**What the task asks:**
Line by line, print the records exactly as they are, dropping the pictures.

**Data excerpts:**
*-*-*

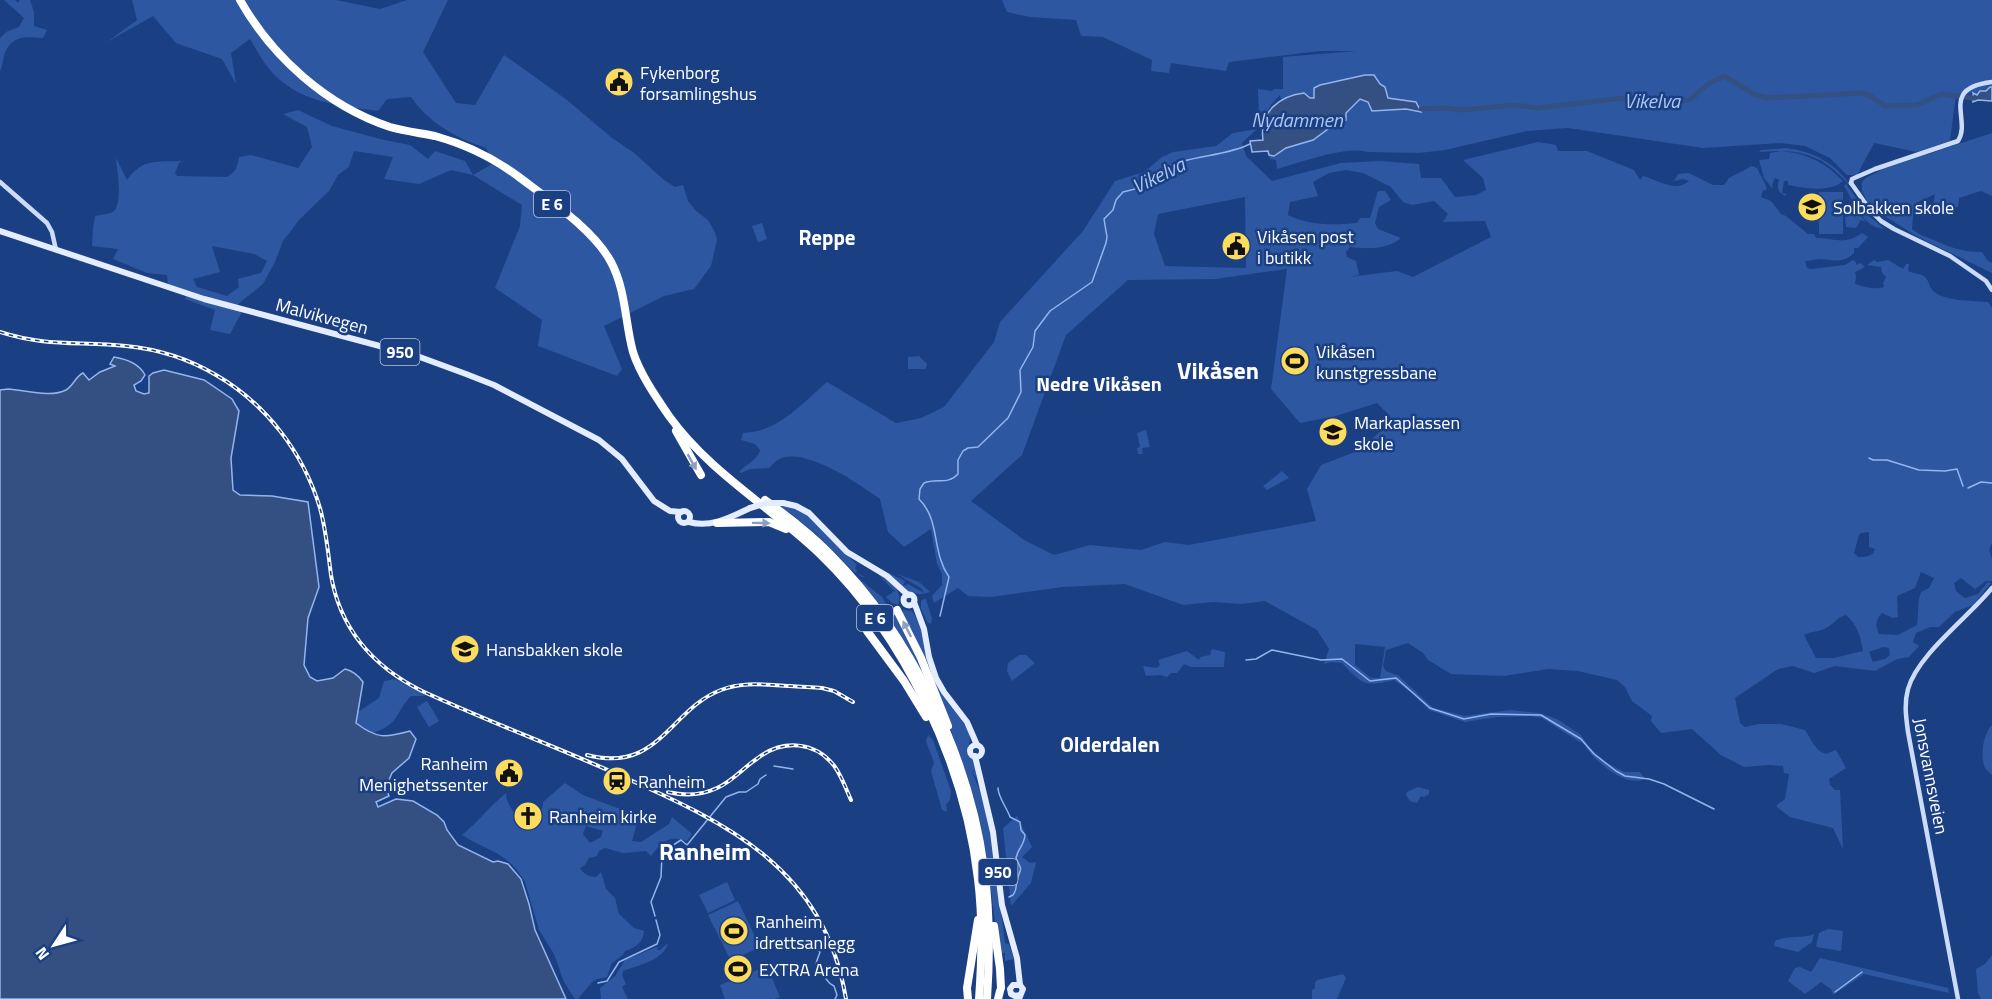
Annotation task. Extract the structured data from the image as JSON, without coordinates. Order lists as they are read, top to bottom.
{
  "streets": {
    "highway": ["E 6"],
    "main road": ["Malvikvegen", "950", "Jonsvannsveien"]
  },
  "districts": [
    "Reppe",
    "Vikåsen",
    "Nedre Vikåsen",
    "Olderdalen",
    "Ranheim"
  ],
  "water": ["Vikelva", "Nydammen"],
  "places": {
    "public building": ["Fykenborg forsamlingshus", "Vikåsen post i butikk", "Ranheim Menighetssenter"],
    "school or university": ["Solbakken skole", "Markaplassen skole", "Hansbakken skole"],
    "sports": ["Vikåsen kunstgressbane", "Ranheim idrettsanlegg", "EXTRA Arena"],
    "station": ["Ranheim"],
    "church": ["Ranheim kirke"]
  },
  "north": "bottom left"
}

*-*-*

**Exercise result:**
Annotation task. Extract the structured data from the image as JSON, without coordinates. Order lists as they are read, top to bottom.
{
  "streets": {
    "highway": ["E 6"],
    "main road": ["Malvikvegen", "950", "Jonsvannsveien"]
  },
  "districts": [
    "Reppe",
    "Vikåsen",
    "Nedre Vikåsen",
    "Olderdalen",
    "Ranheim"
  ],
  "water": ["Vikelva", "Nydammen"],
  "places": {
    "public building": ["Fykenborg forsamlingshus", "Vikåsen post i butikk", "Ranheim Menighetssenter"],
    "school or university": ["Solbakken skole", "Markaplassen skole", "Hansbakken skole"],
    "sports": ["Vikåsen kunstgressbane", "Ranheim idrettsanlegg", "EXTRA Arena"],
    "station": ["Ranheim"],
    "church": ["Ranheim kirke"]
  },
  "north": "bottom left"
}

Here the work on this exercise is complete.